Lennon’s risk-taking and creativity are clearly evident, but there was always a balance between random experimentation and safe implementation. He didn’t just throw caution to the wind. Lennon prototyped and tested many versions of his songs, he re-recorded constantly, always looking for some new and unique angle. For each familiar hit, there were about twenty alternate takes in different styles and genres. He practiced each version over and over until something clicked. If after a while, he couldn’t come up with something that met his standards, he dumped it.

If there’s such a thing as genius — I am one. And if there isn’t, I don’t care

Create the unexpected. I particularly enjoy listening to the Beatles White Album. The diversity in this album is absolutely incredible. From the beautiful melodies of Julia and Blackbird to the pounding beats of Helter Skelter and Revolution, it is truly unexpected.  The Beatles were the first artists to record in stereo. They were the first band to experiment in the studio. They were the first band to list lyrics on their album.

Your audience or customers are craving the unexpected – give it to them. They want to be wowed. Why not come up with some novel, out of the box ideas like Lennon did, and give them a little clue about the depth of your uniqueness.

I’m not going to change the way I look or the way I feel to conform to anything. I’ve always been a freak.

Focus on your strengths, and be different. Lennon found his calling and focused on his passion. This began as performing, then evolved to focus on writing his own songs, and ultimately recording in the studio. Discover what you don’t like doing and stop doing it. Perhaps this is what Albert Einstein meant when he said Once we accept our limits, we go beyond them.

In today’s competitive environment, we have to be different to be seen. Lennon was a restless, curious individual, never satisfied with the status quo. He continuously sought self-growth, learning new philosophies, new chords and instruments, and anything else he could do to break new ground. This helped him grow as an artist and human being, and further distanced himself from others as being unique. Do the same for you, and your business.

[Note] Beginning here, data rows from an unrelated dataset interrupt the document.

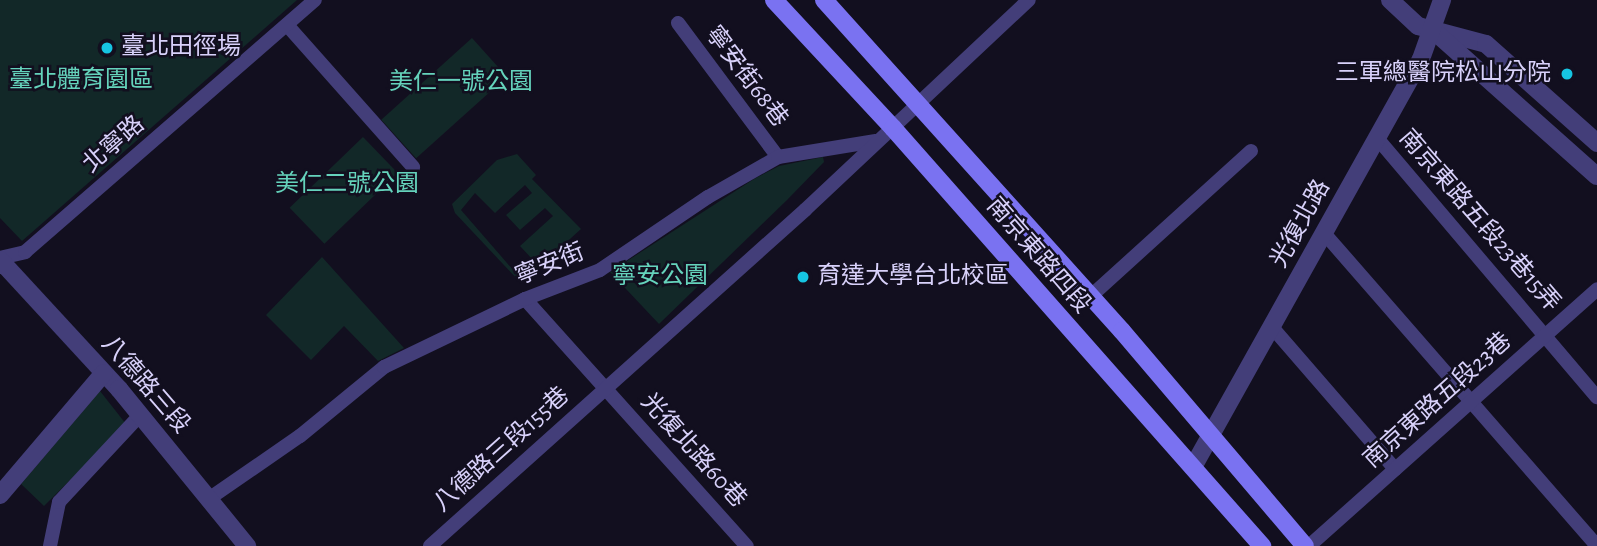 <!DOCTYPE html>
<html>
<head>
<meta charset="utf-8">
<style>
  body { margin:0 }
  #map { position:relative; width:1597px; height:546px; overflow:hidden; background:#120f1f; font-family:"Alegreya Sans","Noto Sans TC",sans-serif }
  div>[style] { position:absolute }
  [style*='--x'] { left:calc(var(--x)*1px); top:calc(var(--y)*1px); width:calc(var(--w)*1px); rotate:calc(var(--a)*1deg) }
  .green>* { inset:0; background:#122828; transform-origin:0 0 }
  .minor>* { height:14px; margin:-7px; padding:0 7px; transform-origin:7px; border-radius:7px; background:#433e79 }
  .tertiary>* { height:18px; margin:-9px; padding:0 9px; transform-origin:9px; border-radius:9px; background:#433e79 }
  .secondary>* { height:18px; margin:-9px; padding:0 9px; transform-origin:9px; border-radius:9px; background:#7a72f1 }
  .dots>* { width:19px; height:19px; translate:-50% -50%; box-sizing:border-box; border:4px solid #120f1f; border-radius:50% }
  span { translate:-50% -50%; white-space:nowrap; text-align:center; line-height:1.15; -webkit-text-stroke:5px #120f1f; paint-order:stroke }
  .poi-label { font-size:24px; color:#d8d1fa }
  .left { translate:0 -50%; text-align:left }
  .right { translate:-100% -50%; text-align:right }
  .street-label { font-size:24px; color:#d8d1fa }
  .park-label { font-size:24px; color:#65d3bc }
</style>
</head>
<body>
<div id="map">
  <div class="green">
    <div style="clip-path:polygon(0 0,297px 0,22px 241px,0 218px)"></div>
    <div style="left:472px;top:38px;width:52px;height:122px;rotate:48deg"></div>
    <div style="left:363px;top:137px;width:50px;height:102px;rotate:46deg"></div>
    <div style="clip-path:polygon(evenodd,517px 154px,536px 175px,532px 179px,581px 229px,527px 278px,518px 280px,455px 213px,452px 204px,497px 160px,517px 154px,525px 185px,532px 193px,506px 215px,520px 230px,545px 208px,553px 216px,520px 246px,533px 260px,521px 272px,514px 271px,461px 210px,475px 193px,495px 213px,525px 185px)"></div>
    <div style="clip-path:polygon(823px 157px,824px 162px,787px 200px,659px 324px,610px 272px,754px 179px,779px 166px)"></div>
    <div style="clip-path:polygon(322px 257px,404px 348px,378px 361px,344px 326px,311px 360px,266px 315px)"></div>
    <div style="clip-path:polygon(100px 391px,126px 424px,44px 506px,21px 484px)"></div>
  </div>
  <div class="minor">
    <div style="--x:678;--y:23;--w:167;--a:53.3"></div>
    <div style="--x:287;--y:25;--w:190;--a:48.4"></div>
    <div style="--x:1377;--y:138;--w:340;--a:49.7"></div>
    <div style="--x:1324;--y:233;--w:415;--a:48.9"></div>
    <div style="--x:0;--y:258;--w:26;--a:-13"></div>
    <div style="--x:25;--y:252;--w:384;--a:-41"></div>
    <div style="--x:1091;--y:296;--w:216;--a:-42.2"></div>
    <div style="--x:525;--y:299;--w:332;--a:48.1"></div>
    <div style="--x:1272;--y:327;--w:188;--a:49.1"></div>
    <div style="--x:210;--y:498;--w:109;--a:-34.6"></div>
    <div style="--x:300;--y:436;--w:109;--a:-39.4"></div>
    <div style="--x:384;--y:367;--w:157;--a:-25.7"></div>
    <div style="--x:525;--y:299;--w:80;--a:-21.1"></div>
    <div style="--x:600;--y:270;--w:130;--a:-34.1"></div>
    <div style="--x:708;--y:197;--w:81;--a:-29.7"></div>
    <div style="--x:778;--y:157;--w:99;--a:-9.3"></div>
    <div style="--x:50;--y:546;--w:45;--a:-78.4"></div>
    <div style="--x:59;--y:502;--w:119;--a:-47"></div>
    <div style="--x:430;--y:546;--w:504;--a:-41.86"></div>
    <div style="--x:805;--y:210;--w:307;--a:-43.2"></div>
    <div style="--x:1309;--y:546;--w:386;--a:-41.7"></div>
  </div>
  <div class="tertiary">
    <div style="--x:1390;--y:0;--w:38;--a:43"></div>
    <div style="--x:1418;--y:26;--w:70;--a:14.8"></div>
    <div style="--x:1486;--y:44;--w:149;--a:41.7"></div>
    <div style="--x:1434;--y:31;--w:218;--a:41.7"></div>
    <div style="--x:0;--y:260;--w:176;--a:47.3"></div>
    <div style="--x:119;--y:389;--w:203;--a:50.8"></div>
    <div style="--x:1193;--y:467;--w:467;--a:-60.8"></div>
    <div style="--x:1421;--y:59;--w:63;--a:-70.4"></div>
    <div style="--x:0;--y:495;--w:160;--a:-49.6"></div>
  </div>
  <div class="secondary">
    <div style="--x:774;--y:0;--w:175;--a:47.1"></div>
    <div style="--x:893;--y:128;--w:558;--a:48.56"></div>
    <div style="--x:824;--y:0;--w:445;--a:48"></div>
    <div style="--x:1122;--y:331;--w:282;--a:49.6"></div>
  </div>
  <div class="dots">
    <div style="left:107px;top:48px;background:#16c5e2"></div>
    <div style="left:1567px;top:74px;background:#16c5e2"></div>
    <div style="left:803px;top:277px;background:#16c5e2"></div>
  </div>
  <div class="poi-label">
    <span class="left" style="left:121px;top:48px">臺北田徑場</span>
    <span class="right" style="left:1551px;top:74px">三軍總醫院松山分院</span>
    <span class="left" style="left:817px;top:277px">育達大學台北校區</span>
  </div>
  <div class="street-label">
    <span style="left:746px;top:77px;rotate:53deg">寧安街68巷</span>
    <span style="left:114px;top:145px;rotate:-41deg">北寧路</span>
    <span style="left:1479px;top:221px;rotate:49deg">南京東路五段23巷15弄</span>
    <span style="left:1301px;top:224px;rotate:-61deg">光復北路</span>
    <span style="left:1038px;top:256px;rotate:49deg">南京東路四段</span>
    <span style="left:550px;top:265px;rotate:-22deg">寧安街</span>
    <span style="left:145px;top:385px;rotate:49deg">八德路三段</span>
    <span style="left:1438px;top:401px;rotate:-42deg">南京東路五段23巷</span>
    <span style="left:502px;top:450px;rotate:-42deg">八德路三段155巷</span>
    <span style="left:693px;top:451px;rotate:48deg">光復北路60巷</span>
  </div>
  <div class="park-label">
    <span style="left:81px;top:81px">臺北體育園區</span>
    <span style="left:461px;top:83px">美仁一號公園</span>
    <span style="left:347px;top:185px">美仁二號公園</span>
    <span style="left:660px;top:277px">寧安公園</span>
  </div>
</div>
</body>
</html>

What we’ve got to do is keep hope alive, because without it we’ll sink. I don’t believe in yesterday, by the way.

Risk magnificent failures by aiming for the sky. Lennon fits this description well. He didn’t conform to standard education, which greatly contributed to his unorthodox style. In fact, like many great musicians, he held his instrument the wrong way. He experimented with made-up chords, new concepts – and had some celebrated failures in the process.

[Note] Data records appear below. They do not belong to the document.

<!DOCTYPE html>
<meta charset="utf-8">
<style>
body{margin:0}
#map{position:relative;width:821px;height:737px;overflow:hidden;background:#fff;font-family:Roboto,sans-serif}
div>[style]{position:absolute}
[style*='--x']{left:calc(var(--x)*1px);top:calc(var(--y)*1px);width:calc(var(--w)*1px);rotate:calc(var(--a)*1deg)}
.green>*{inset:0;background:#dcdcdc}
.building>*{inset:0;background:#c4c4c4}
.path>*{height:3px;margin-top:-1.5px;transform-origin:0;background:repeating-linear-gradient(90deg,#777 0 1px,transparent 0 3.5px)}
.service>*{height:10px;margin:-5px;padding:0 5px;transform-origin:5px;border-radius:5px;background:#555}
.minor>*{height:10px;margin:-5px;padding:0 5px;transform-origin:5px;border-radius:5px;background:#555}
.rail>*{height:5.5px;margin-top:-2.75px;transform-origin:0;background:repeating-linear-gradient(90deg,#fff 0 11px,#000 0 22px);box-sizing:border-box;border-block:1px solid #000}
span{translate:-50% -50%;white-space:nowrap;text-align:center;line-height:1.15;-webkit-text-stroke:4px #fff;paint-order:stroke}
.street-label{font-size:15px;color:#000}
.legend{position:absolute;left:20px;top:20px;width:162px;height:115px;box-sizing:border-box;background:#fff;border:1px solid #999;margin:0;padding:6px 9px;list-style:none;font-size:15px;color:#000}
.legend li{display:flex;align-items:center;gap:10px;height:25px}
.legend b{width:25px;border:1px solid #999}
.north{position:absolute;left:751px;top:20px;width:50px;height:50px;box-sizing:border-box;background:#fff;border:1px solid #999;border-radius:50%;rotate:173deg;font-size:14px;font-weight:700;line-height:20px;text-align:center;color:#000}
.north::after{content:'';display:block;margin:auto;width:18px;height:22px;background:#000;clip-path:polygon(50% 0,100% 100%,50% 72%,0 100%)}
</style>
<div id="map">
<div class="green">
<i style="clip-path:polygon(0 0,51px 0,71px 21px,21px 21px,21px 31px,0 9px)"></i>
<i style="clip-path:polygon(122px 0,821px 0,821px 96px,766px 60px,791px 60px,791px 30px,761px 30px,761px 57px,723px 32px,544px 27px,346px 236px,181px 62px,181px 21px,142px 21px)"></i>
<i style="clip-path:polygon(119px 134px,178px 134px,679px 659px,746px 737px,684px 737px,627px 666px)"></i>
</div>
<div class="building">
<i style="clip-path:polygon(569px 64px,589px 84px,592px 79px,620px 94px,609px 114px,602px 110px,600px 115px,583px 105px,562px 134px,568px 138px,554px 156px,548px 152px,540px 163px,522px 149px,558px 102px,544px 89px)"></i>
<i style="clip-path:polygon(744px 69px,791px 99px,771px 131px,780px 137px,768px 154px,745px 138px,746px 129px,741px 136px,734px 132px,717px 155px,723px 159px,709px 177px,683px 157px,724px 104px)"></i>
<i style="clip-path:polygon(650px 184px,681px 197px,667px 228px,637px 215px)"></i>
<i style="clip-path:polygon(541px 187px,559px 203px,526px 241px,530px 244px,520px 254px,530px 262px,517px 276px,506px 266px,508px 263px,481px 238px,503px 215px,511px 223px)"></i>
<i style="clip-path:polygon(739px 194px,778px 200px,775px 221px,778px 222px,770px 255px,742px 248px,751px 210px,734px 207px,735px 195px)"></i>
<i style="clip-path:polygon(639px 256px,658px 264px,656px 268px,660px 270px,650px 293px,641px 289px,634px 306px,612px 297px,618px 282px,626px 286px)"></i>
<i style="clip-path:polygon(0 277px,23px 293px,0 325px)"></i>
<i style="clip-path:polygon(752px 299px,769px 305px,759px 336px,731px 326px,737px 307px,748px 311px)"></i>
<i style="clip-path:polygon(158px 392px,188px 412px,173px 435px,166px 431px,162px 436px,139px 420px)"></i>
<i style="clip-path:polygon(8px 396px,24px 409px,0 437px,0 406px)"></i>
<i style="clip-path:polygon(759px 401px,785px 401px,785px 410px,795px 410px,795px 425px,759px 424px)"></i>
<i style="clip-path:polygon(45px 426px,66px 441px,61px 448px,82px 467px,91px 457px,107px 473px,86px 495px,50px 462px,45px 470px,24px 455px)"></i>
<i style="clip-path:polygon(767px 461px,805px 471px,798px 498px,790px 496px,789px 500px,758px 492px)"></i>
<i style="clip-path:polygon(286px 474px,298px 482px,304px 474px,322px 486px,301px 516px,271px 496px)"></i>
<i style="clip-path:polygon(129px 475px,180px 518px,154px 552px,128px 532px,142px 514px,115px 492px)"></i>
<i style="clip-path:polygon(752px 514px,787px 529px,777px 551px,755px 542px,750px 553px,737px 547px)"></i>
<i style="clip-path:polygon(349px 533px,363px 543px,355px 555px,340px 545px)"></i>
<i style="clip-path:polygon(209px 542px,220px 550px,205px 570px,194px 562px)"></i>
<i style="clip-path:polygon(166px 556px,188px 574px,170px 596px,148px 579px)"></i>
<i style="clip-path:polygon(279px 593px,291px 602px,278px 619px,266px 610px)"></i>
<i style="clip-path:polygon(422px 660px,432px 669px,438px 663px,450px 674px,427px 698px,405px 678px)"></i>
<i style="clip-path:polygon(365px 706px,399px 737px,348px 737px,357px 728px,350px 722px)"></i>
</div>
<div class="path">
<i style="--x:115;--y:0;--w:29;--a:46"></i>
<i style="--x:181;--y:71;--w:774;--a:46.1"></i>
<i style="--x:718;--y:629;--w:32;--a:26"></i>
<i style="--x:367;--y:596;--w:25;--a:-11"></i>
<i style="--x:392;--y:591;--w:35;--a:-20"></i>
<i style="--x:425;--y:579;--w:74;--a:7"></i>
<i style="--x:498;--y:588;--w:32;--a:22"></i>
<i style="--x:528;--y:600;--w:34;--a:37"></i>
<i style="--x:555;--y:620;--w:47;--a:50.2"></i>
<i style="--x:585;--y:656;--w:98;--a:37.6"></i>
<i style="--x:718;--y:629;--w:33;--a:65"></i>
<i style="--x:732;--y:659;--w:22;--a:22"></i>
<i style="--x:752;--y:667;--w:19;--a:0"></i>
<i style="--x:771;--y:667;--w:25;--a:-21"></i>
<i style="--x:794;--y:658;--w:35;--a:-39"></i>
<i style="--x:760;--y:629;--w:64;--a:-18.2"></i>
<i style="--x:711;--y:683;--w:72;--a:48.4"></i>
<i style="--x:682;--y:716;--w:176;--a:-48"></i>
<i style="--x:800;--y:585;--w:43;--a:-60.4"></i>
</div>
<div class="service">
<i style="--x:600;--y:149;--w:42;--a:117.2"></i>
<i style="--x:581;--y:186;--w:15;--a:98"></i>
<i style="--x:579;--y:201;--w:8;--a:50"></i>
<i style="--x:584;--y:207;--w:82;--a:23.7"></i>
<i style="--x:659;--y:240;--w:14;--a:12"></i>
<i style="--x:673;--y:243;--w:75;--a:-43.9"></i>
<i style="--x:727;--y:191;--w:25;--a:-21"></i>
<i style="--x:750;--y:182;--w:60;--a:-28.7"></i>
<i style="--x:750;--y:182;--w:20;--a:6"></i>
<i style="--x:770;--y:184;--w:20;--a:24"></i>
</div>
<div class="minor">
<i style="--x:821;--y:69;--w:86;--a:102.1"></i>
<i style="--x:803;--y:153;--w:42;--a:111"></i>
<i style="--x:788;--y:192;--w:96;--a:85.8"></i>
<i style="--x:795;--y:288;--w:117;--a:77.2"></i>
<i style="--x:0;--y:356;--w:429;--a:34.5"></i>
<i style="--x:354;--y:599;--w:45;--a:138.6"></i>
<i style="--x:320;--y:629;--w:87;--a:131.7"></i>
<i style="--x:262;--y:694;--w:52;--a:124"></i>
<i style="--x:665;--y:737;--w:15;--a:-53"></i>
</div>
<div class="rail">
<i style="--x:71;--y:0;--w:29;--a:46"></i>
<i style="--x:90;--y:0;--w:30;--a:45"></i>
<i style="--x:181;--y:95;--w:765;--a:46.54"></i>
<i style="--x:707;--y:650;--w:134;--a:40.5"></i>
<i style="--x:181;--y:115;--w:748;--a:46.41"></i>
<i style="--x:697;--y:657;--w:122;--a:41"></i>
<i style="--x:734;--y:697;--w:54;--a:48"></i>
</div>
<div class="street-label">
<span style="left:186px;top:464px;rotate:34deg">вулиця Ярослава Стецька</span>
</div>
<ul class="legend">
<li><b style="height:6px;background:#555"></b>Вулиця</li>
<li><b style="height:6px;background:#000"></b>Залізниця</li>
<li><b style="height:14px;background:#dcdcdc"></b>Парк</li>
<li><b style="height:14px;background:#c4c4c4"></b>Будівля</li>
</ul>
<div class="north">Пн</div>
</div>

But Lennon thought big. Even in the early days when starting out he used to say To the toppermost of the poppermost! and he believed it. This is not unlike Andrew Carnegie’s secret of having a lofty goal and continually reinforcing the belief that you will reach that goal. Lennon aimed high and got there, in no small part because he believed he would get there. He stated in an interview that they treated each deliverable (i.e. song) as the hit, which is why their B-sides are better songs than most people’s A-sides.

Part of me suspects that I’m a loser, and the other part of me thinks I’m God Almighty.

Be Authentic. It’s fine to emulate someone you admire. Lennon didn’t begin in a vacuum.  Lennon studied his idols, such as Chuck Berry, Carl Perkins, and Fats Domino, but took them as inspiration – Lennon was never going to be in covers band.

If you want to succeed at something, a good place to begin is studying those who have succeeded before, but it’s equally important to recognise your strengths, limitations, and what makes you unique. It’s important to be true to who you are, not who you’d rather be – customers can sense whether or not you’re authentic.

John Lennon’s legacy and impact is eternal. Great ones like John Lennon never really die.  So much of them lasts forever.

When I was 5 years old, my mother always told me that happiness was the key to life. When I went to school, they asked me what I wanted to be when I grew up. I wrote down ‘happy’. They told me I didn’t understand the assignment. I told them they didn’t understand life.